Look below for the line containing "Summarize the content" and the line containing "For a GIS import: Give", then set down both and every line between them exactly, without pictures.

■ STUDY MATERIAL:
________
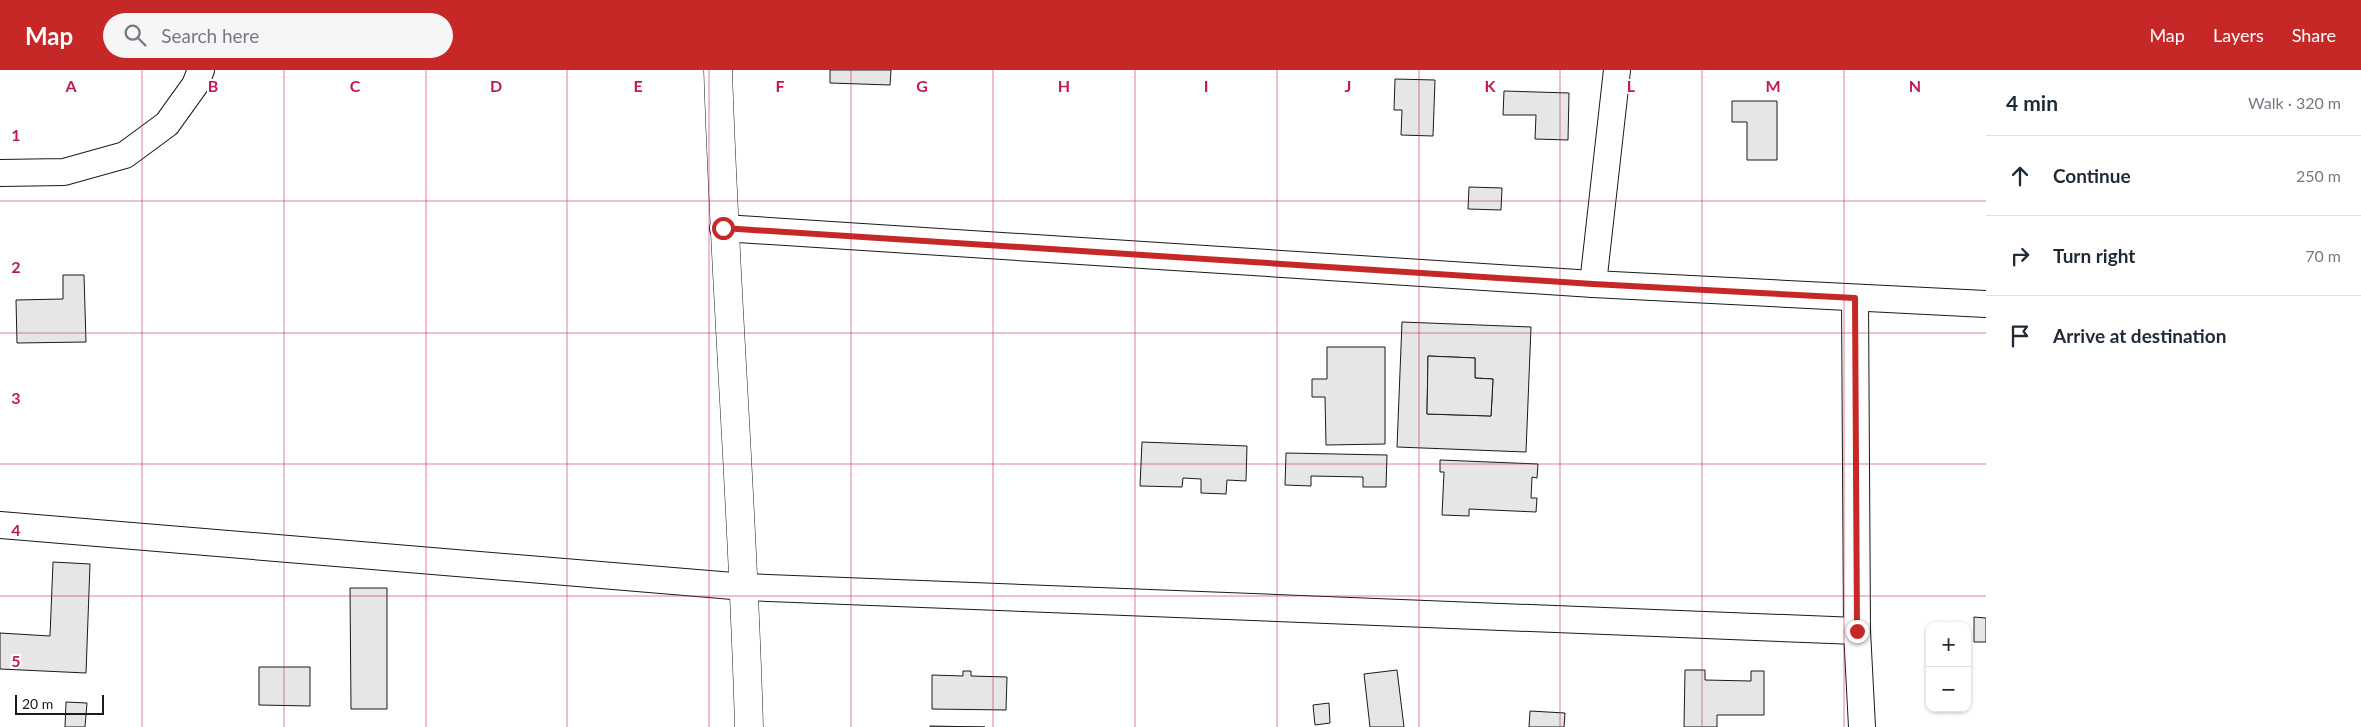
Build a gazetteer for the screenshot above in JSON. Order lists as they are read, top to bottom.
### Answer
________
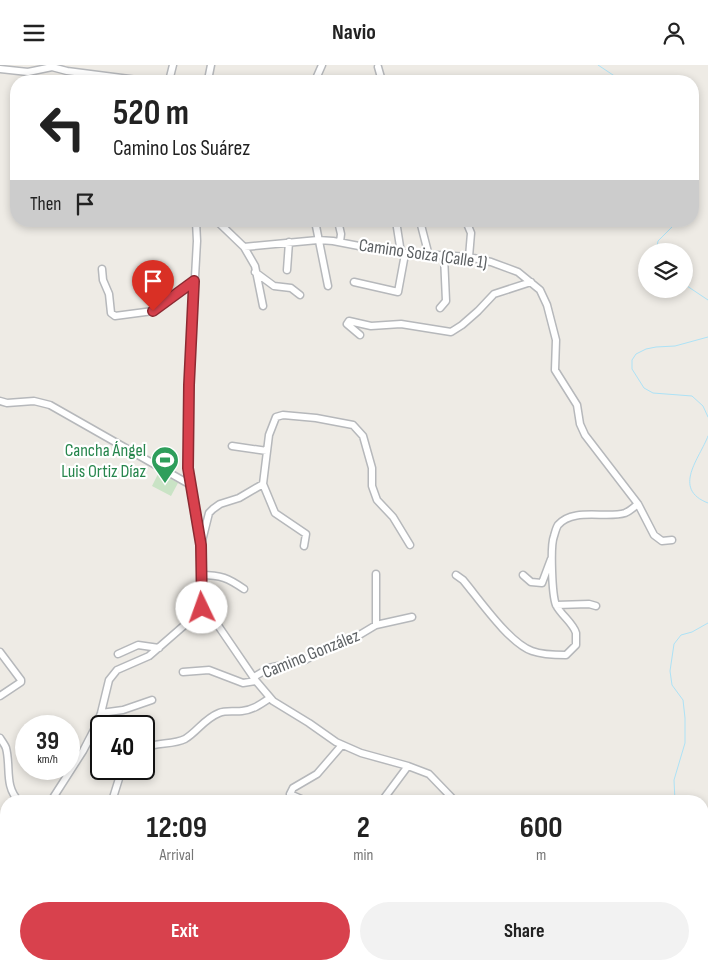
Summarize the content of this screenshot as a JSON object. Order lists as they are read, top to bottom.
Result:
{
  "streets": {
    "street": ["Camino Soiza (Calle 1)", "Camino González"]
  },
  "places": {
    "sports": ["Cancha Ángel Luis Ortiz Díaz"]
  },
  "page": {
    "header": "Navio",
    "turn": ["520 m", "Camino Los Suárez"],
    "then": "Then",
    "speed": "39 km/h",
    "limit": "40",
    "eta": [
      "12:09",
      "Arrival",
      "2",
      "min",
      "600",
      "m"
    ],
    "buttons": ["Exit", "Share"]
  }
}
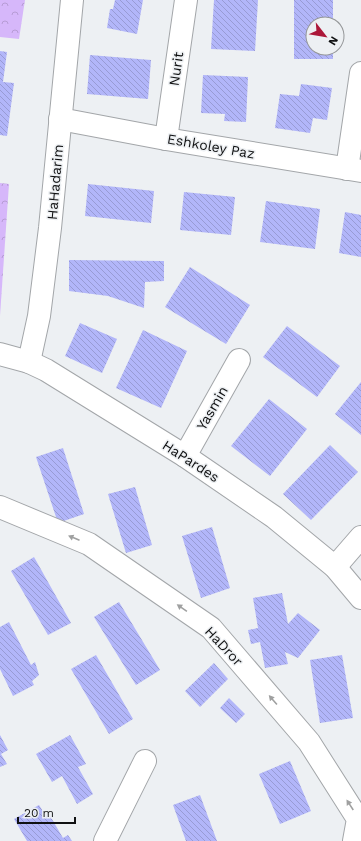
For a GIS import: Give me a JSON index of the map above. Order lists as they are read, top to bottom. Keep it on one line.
________
■ COMPLETED EXERCISE:
Summarize the content of this screenshot as a JSON object. Order lists as they are read, top to bottom.
Result:
{
  "streets": {
    "street": ["Camino Soiza (Calle 1)", "Camino González"]
  },
  "places": {
    "sports": ["Cancha Ángel Luis Ortiz Díaz"]
  },
  "page": {
    "header": "Navio",
    "turn": ["520 m", "Camino Los Suárez"],
    "then": "Then",
    "speed": "39 km/h",
    "limit": "40",
    "eta": [
      "12:09",
      "Arrival",
      "2",
      "min",
      "600",
      "m"
    ],
    "buttons": ["Exit", "Share"]
  }
}
For a GIS import: Give me a JSON index of the map above. Order lists as they are read, top to bottom. Keep it on one line.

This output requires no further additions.